The readers of this new series are invited to ask questions. “So if you are curious about why cassettes are the new vinyl, or whatever else takes your fancy, here is your chance to ask”, she writes. “And please someone ask me about why Americans think they invented indie.”
After one day, there are already more than 250 comments.
The Guardian presented her book two years ago.
Here is what she according to the Guardian writes about indie culture and religion:
“Religious narratives show up in all expressive forms, from politics to music. I see a lot of the religious narrative of Puritanism in the indie music scene; the idea that, to have the pure divine experience, it has to be direct and unmediated. So the smaller and more intimate a show is, the ‘truer’ fans believe their experience was, compared to someone who saw them later on in a bigger venue. That’s why so many people claim to have seen the Sex Pistols at the 100 Club. You can also find the aesthetic of Puritanism in the way indie people present themselves, such as childlike clothing, this idea of returning to the golden age of childhood or the musical past.”
Or here about music as ethnicity:
One of my ex-students once said ‘music is my ethnicity’. People want to find other people who are like-minded so instead of finding their ethnic identity through birth they find it through aesthetic preferences and that becomes their identity. For each one of those music movements, there are modes of display. Desmond Morris talked about how different earrings can signify where you are in the age grade of certain tribes in central Africa. To outsiders these displays are subtle or hard to notice at all.”

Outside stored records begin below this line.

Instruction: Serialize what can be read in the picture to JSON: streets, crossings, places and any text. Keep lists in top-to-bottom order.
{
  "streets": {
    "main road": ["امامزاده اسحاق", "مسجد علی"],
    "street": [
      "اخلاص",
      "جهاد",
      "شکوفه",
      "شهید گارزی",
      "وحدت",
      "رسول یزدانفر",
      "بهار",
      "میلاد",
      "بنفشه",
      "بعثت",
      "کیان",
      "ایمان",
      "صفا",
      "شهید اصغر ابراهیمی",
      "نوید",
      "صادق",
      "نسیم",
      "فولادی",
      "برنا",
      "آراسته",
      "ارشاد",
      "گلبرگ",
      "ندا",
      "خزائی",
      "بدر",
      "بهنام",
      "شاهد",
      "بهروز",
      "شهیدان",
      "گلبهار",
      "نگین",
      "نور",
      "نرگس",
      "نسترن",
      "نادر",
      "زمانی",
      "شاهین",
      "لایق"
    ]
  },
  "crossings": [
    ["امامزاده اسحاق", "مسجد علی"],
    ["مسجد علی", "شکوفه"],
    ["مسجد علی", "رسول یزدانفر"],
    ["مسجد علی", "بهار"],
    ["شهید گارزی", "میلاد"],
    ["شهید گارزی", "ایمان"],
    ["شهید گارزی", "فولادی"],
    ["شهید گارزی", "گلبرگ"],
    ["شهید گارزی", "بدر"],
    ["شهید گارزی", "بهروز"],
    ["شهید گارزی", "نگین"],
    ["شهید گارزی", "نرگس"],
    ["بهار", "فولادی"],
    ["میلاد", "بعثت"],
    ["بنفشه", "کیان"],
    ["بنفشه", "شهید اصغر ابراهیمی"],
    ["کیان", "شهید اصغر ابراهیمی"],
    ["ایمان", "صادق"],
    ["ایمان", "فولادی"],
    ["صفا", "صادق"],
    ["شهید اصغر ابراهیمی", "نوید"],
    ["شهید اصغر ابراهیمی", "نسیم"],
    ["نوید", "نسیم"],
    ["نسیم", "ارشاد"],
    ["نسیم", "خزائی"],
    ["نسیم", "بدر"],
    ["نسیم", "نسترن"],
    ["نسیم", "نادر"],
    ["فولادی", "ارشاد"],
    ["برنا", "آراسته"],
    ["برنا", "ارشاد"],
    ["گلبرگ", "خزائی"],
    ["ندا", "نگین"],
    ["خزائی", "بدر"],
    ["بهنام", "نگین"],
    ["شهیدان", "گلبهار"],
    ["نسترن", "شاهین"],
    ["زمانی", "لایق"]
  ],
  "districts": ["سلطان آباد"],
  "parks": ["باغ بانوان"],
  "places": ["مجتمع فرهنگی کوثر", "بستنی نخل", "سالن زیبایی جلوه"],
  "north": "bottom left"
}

Interesting! But it seems the anthropologist is extremely fond of theory and might tend to over-analyse her informants. Here is how the Guardian begins the presentation:
Remember that time you were crowd surfing at an Arctic Monkeys gig and thought you were just having a drunken laugh? Rubbish! You were, in fact, being “collaborative in a unique social space, expressing super-intimacy with strangers and rejecting the self-aggrandising that comes with stage-diving”. Oh yes you were. And that time you were standing at the bar and thought you were just, well, thirsty? Not at all: you were probably just “proving your credentials as an industry professional” or “communicating to others a disinterest in the act”.
These are the theories of professor Wendy Fonarow, anthropologist at UCLA in California and the author of Empire Of Dirt: The Aesthetics And Rituals Of British Indie Music.